30
Mayıs
2024
Perşembe
EKONOMİ

Ankaralılar krizi hissetmiyor!

Anadolu Grubu Yönetim Kurulu Başkanı Tuncay Özilhan, global ekonomik krizin Türkiye'yi etkisi altına almaya başladığını belirterek "İster teğet geçsin ister psikolojik olsun problemin varlığını kabul edelim. Birçok üretim tesisi duruyorsa, kapılarını kapatıyorsa, işçilerini izne çıkarıyorsa, birçoğu da çıkarmamaya çalışıyorsa ortada bir sebep var onu iyi analiz etmek lazım" dedi. Özilhan, kendi hissiyatına göre krizin Ankara'da hissedilmediğini de belirtirken "Siyaset, işdünyası ve bürokrasi arasında diyalog yetersiz" diye konuştu.
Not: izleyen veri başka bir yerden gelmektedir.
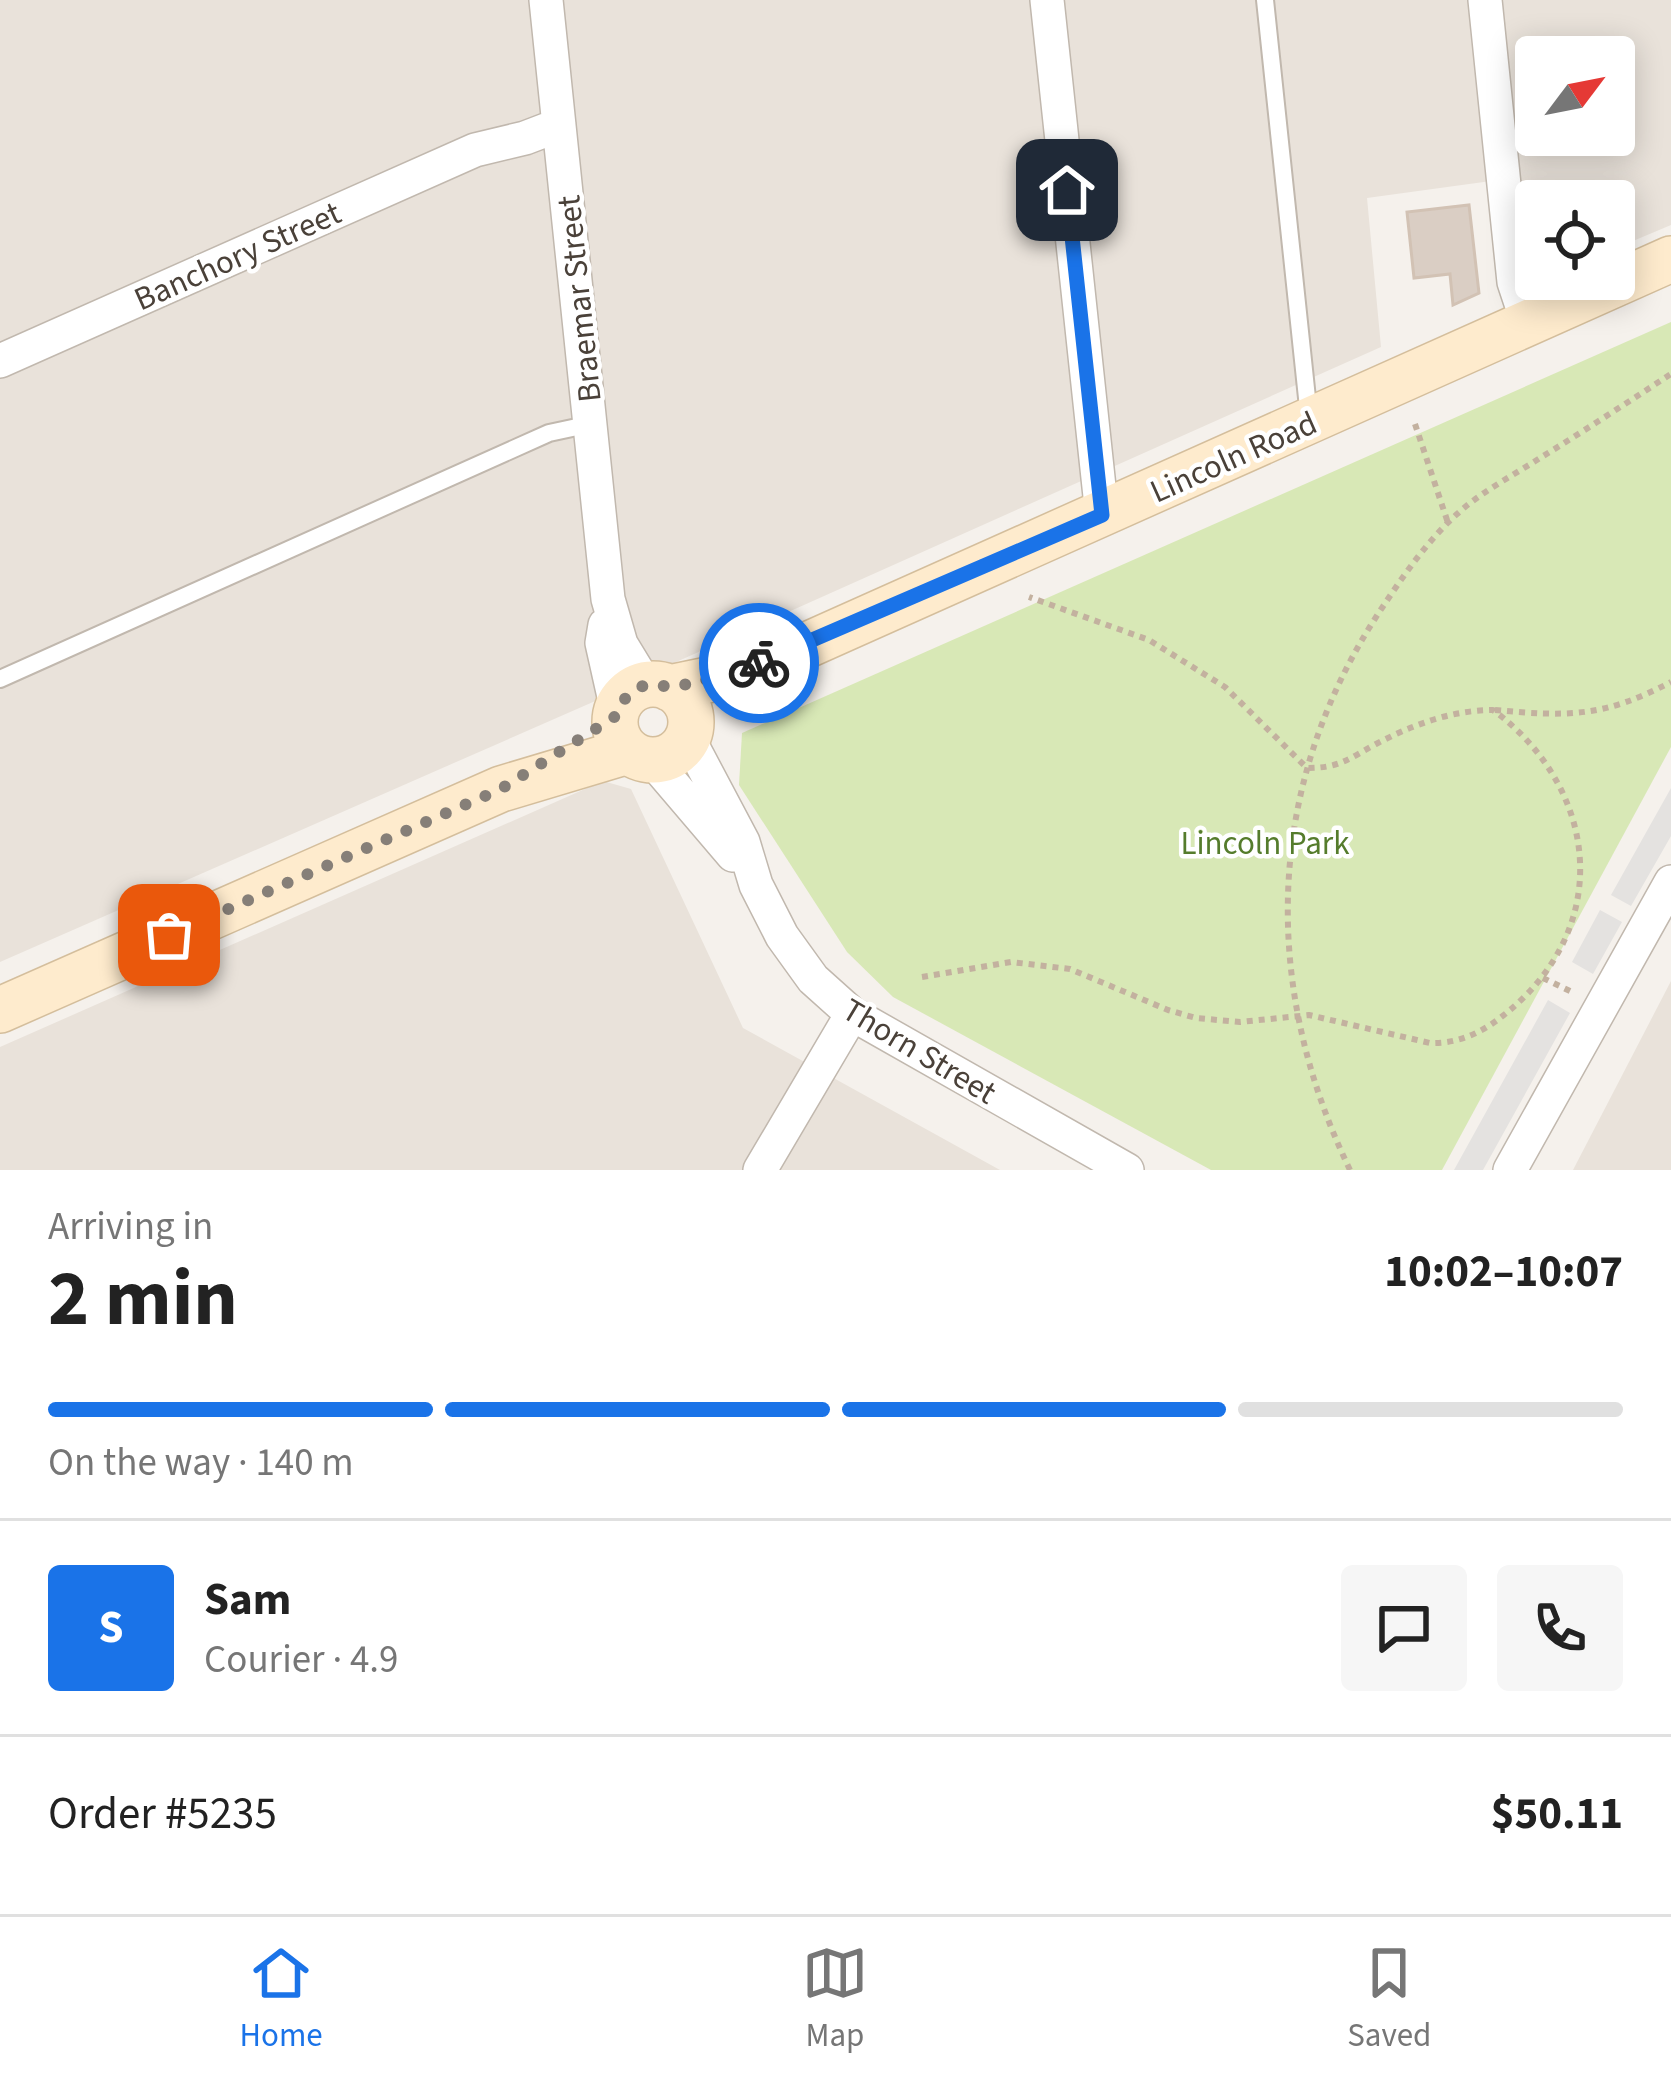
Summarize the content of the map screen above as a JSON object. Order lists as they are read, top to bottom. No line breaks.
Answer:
{"streets":{"main road":["Lincoln Road"],"street":["Banchory Street","Braemar Street","Thorn Street"]},"crossings":[["Banchory Street","Braemar Street"],["Braemar Street","Lincoln Road"],["Braemar Street","Thorn Street"],["Lincoln Road","Thorn Street"]],"parks":["Lincoln Park"],"north":"top right","page":{"heading":["2 min","Arriving in","10:02–10:07"],"panel":["Sam","Courier · 4.9","Order #5235","$50.11"],"bar":"On the way · 140 m","round":"S","tabs":["Home","Map","Saved"]}}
Tuncay Özilhan, otomotivden finansa, gıdadan içeceğe, kırtasiyeden sağlığa farklı sektörlerde faaliyet gösteren, 20 bin kişiye istihdam sağlayan Türkiye'nin köklü şirketlerinden Anadolu Grubu'nun Yönetim Kurulu Başkanı ve CEO'su. 4 milyar dolar ciroluk bir grubu yönetiyor. Başbakan Recep Tayyip Erdoğan'ın kriz tellallığı yaptığını öne sürdüğü Türk Sanayici ve İşadamları Derneği'nin (TÜSİAD) 2001 krizi sırasında başkanı olan Özilhan, yaşanan global ekonomik krizin çok ciddi ve farklı boyutu olduğunu söylüyor. Türkiye'de hâlâ teğet mi geçecek, psikolojik mi tartışmalarının yapıldığını söyleyen Özilhan'a göre ABD, Avrupa paketler açıklarken Türkiye iyi analiz edilmiyor. Ankara'nın bu krizi hissetmediğini savunan Özilhan "2000'de TÜSİAD Başkanı'ydım. O zaman bakanların bürokratların bunu hissetmediğini görüyordum. Ankara'nın bir sistemi var. Herkes maaşını alıyor. Böylece esnaf da hissetmiyor. Çarkta herhangi bir aksama yok. Devlet parasını ödüyor, kamu yatırımları sürüyor. Oysa dönüp üretim merkezlerine bir Denizli'ye bir Antep'e baktığın zaman gerçekten çok ciddi sıkıntılar var" diyor. Kriz psikolojik olsa bile bunu giderecek önlemlerin açıklanması gerektiğini söyleyen Özilhan, iş dünyası, bürokrasi ve hükümet arasında diyalog eksikliği bulunduğunu söylüyor. Özilhan'ın yanıtları şöyle:

Dünya ekonomisinde yaşanan kriz ezberleri bozdu. Dünyanın en sağlam görünen bankaları batıyor, şirketler devlet destekleriyle kurtarılıyor. Bu gelişmeler sizi şaşırtıyor mu? Böyle bir kriz bekliyor muydunuz? 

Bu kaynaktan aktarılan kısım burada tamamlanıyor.